**TO DO**
Look through the entries below for the string "overflow", and copy each line where it is found.

**DATASET RECORDS**
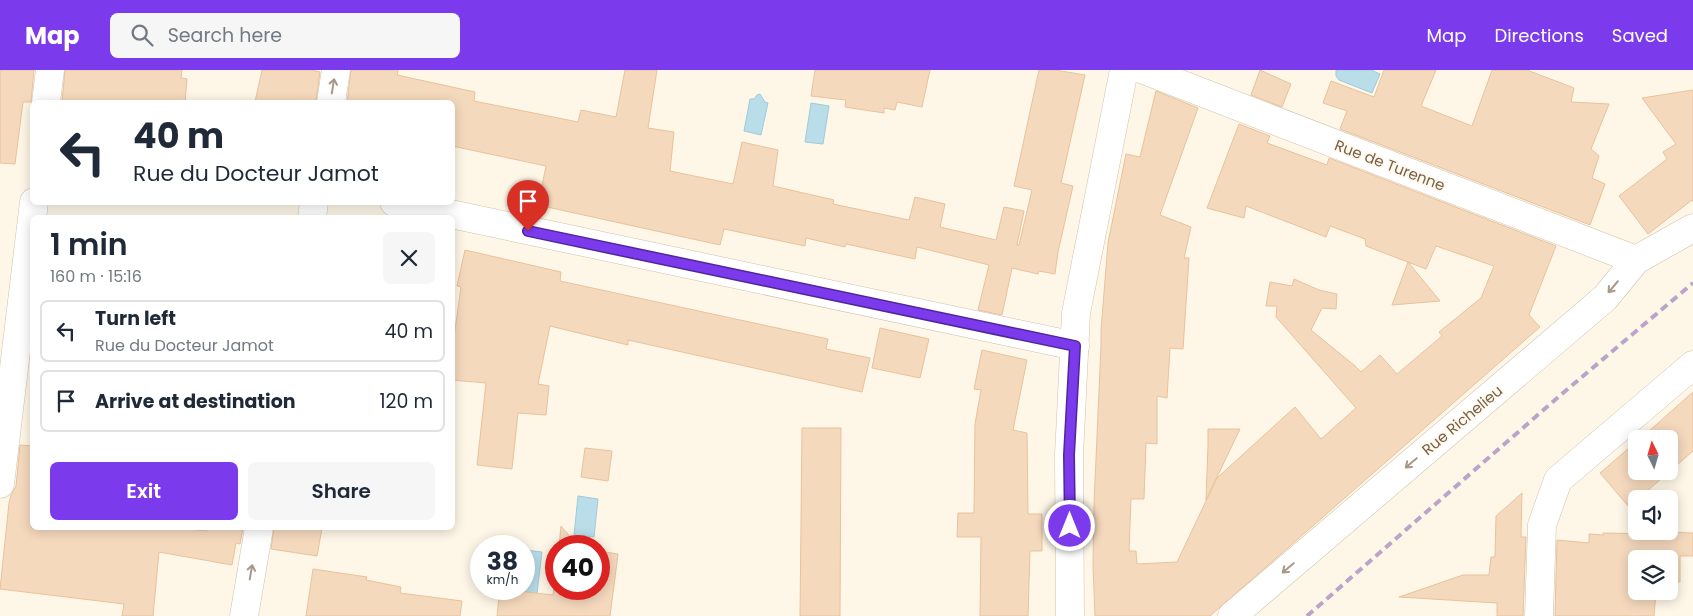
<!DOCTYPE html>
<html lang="en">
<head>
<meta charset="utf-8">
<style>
	body { margin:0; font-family:Poppins,sans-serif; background:#f6f6f7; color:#1f2937; height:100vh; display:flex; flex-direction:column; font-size:19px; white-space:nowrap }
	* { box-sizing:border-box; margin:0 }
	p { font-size:16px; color:#747a83 }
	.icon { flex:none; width:28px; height:28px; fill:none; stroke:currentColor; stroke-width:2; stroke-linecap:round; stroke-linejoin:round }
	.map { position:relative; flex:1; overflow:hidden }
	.drawer { position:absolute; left:30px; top:145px; width:425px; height:315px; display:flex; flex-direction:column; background:#fff; border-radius:8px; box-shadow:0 2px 12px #0003 }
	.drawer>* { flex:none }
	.top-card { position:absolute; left:30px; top:30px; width:425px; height:105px; border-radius:8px; box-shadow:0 2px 12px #0003; background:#fff; color:#1f2937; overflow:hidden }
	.needle { width:32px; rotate:355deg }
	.tools { position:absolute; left:1628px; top:360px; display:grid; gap:10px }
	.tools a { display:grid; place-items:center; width:50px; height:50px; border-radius:8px; background:#fff; box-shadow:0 2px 12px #0003; font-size:25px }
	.speed { position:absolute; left:470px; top:465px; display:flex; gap:10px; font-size:25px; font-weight:700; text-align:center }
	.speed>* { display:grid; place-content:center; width:65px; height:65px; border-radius:50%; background:#fff; box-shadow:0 2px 12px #0003; line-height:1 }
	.speed small { font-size:12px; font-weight:400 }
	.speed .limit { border:8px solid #d22; background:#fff; color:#111 }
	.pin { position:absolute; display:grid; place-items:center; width:42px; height:42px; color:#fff; margin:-51px -21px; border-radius:50% 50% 50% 0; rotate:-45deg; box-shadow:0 0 5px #0007 }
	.pin .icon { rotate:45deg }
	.me { position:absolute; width:55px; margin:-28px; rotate:0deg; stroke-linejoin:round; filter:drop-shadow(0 0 4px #0008) }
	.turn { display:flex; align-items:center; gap:18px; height:105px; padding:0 20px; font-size:22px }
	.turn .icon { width:65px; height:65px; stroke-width:2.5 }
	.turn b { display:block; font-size:35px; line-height:42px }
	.round { display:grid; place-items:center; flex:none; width:52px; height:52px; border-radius:8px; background:#f6f6f7 }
	.head { display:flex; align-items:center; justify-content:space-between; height:85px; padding:0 20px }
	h1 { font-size:30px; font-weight:600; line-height:38px }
	.cta { display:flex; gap:10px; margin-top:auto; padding:10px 20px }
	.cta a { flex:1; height:58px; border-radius:8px; background:#7c3aed; color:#fff; font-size:20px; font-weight:600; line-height:58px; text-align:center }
	.cta a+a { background:#f6f6f7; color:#1f2937 }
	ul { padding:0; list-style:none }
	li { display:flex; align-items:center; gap:15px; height:62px; margin:0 10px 8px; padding:0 10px; border:2px solid #e0e1e3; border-radius:8px }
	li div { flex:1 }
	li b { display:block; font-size:19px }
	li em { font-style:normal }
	header { display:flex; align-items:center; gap:30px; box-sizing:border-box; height:70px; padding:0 25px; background:#7c3aed; color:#fff }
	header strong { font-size:24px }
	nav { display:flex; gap:28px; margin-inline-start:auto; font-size:18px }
	.search { width:350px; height:45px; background:#f6f6f7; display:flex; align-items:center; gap:12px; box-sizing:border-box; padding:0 18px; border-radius:8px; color:#747a83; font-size:19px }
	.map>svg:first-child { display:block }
</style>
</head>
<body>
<header>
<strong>Map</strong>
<div class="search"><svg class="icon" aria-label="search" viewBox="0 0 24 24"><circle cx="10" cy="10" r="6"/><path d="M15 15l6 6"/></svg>Search here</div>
<nav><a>Map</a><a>Directions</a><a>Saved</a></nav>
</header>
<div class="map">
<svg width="1693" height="546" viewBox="0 0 1693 546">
	<rect width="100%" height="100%" fill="#fef7e7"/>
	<path fill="#b9dde9" stroke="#9fcbdb" d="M1336,0H1371L1380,4L1372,23L1339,10L1336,6Z
		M760,24L765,32L768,33L761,65L744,61L750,29H754L757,25Z
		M811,33L829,36L823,74L805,72Z
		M578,426L598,429L594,467L574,465Z
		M524,480L542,482L536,531L524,530L525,521L515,520V519H524Z"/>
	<path fill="#f5d9bd" stroke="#e8c29c" d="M0,0H34L31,32H23L15,94L0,93Z
		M65,0H182L181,8L187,9L185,32H62Z
		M262,0H311L320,2L316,32H255Z
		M351,0H398L397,5L475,22L474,31L578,52L581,40L616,47L625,0H657L648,58L674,62L670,101L733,114L742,72L778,80L773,116L834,130L833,134L909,150L915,127L945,134L940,157L996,170L1004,137L1024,141L1017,175H1019L1032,120L1014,116L1039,0H1055L1085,5L1061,113L1073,116L1058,182L1055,204L1039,201L1038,204L1012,198L1002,245L978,240L989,195L917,177L915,189L846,174L845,177L806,168L805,176L724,159L720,175L538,135L546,96L452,76V32H347Z
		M815,0H930L922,37L897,32L895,40L884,38V43L845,37L846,30L811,26Z
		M1260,0L1291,14L1282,37L1251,25Z
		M1384,0H1436L1421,36L1472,56L1492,0H1527L1574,18L1571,32L1609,34L1591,79L1599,86L1592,108L1605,114L1590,155L1340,59L1347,41L1323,33L1331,11L1374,27Z
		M1693,20V132L1692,130L1648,164L1619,126L1667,89L1663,82L1676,74L1642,28Z
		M1156,21L1198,38L1160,145L1191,157L1184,188H1189L1183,279L1170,278L1167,328L1157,326V374L1146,373L1144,429H1131L1129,481H1136L1137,494L1177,492L1217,408L1295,337L1321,369L1356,338L1276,247L1277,236H1266L1270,212L1292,216L1294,209L1319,220L1337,224L1336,239L1322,238L1311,260L1355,296L1361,302L1380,285L1397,304L1442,266L1439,262L1481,228L1494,196L1436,176L1426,199L1366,176L1365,169L1330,156L1326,167L1246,136L1244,148L1207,138L1239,54L1270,66L1267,73L1327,95L1329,88L1556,176L1529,245L1540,257L1210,546H1095L1093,495L1094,434L1101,276V260L1108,173L1126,84L1140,87Z
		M465,180L561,202L560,211L828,269L826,279L870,288L862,322L628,270V275L550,256L538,314L549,316L546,345L518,343L512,399L477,395L486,313L452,310V268L454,267L461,217L457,216Z
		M1408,192L1440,231L1392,235Z
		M880,258L929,269L920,308L872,298Z
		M982,280L1027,290L1013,360L1027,363L1028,444H1042V481H1030L1028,546H980L981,467H957L958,443H974L975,354L981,320L974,319Z
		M1693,322V381L1638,429H1636V431L1629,437L1600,403L1636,372V401H1669V369H1640Z
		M802,358H841L840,546H800Z
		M1208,359H1240L1206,430L1208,375Z
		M20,375L32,376V458H179L207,461V458H243L240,474L236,473L232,495L159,482L153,546H122L124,534L0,519L9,433L11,425L16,416Z
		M585,378L612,381L608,411L581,407Z
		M1522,423L1521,467H1526L1523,546H1497V533L1399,527L1463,505H1489L1491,487H1495L1496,446Z
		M561,456L578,476H559Z
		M274,458H322L317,486L271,479Z
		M1650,461L1693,463V486H1680V512H1669V489H1636V521H1656L1654,546H1555L1557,470L1589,473V464L1603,465V463L1653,464Z
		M599,481L618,484L610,546H497L500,519L553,525L556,498V519H599Z
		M313,499L367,507L366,510L401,517L400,523L462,531L460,546H306Z"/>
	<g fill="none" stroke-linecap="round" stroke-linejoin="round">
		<g stroke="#d0c0ab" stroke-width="29">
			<path id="street" d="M1144,0L1636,190
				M46,32L50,0
				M331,32L336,0
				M394,132L1075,276
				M312,148L314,132
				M0,414L34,132
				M244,546L259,458
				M1232,546L1605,228L1636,190L1693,158
				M1539,546L1542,455L1558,410L1693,295"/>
		</g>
		<g stroke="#d4c1a9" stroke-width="29">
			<path id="secondary" d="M1070,546L1069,385L1076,243L1124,0"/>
		</g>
		<use href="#street" stroke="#fff" stroke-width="28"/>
		<use href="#secondary" stroke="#fff" stroke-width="28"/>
		<path stroke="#bca3c9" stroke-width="4" stroke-dasharray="8 5" stroke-linecap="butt" d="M1307,546L1563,323L1693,213"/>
	</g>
	<defs><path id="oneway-shaft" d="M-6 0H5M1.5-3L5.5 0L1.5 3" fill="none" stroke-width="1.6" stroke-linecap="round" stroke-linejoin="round" transform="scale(1.25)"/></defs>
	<g stroke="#a89889">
		<use href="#oneway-shaft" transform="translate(333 16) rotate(-81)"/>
		<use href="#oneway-shaft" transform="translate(1613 217) rotate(130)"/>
		<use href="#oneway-shaft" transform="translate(1411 393) rotate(140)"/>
		<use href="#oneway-shaft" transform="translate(1288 498) rotate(140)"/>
		<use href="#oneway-shaft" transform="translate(251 502) rotate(-80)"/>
	</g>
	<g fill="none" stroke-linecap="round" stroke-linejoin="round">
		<g stroke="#51269a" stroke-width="12">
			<path id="route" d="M528,161L1075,276L1069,385L1070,456"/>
		</g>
		<use href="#route" stroke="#7c3aed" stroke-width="9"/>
	</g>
	<g text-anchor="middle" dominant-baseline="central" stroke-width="4" stroke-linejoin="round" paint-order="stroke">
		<g font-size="15" fill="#796049" stroke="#fffaee">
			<text transform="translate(1390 95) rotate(21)">Rue de Turenne</text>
			<text transform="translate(1462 350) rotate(-40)">Rue Richelieu</text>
		</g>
	</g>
</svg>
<div class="tools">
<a><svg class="needle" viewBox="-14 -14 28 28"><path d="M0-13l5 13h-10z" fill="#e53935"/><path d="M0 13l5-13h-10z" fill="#747a83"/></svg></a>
<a><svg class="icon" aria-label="sound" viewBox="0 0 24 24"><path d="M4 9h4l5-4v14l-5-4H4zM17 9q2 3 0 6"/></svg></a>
<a><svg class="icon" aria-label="layers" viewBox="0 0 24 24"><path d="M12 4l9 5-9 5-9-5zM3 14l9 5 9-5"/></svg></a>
</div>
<div class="speed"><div>38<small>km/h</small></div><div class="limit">40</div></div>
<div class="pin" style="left:528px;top:161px;background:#d93025"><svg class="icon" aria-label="arrive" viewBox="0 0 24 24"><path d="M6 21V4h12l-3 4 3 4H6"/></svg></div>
<svg class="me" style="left:1070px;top:456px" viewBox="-20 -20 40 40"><circle r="17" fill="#7c3aed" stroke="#fff" stroke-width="3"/><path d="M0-11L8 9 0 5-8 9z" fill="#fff"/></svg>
<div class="top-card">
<div class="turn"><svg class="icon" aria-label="left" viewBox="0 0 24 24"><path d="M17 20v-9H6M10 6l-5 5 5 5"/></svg><div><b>40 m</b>Rue du Docteur Jamot</div></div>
</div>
<section class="drawer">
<div class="head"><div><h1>1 min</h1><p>160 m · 15:16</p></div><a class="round"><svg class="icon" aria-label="close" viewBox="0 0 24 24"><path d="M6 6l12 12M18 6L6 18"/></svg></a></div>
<ul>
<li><svg class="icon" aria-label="left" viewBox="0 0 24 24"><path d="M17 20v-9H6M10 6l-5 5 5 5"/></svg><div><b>Turn left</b><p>Rue du Docteur Jamot</p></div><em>40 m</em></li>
<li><svg class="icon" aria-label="arrive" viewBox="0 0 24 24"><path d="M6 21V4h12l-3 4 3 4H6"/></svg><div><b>Arrive at destination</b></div><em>120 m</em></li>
</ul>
<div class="cta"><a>Exit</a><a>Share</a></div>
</section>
</div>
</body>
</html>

**TASK OUTPUT**
	.map { position:relative; flex:1; overflow:hidden }
	.top-card { position:absolute; left:30px; top:30px; width:425px; height:105px; border-radius:8px; box-shadow:0 2px 12px #0003; background:#fff; color:#1f2937; overflow:hidden }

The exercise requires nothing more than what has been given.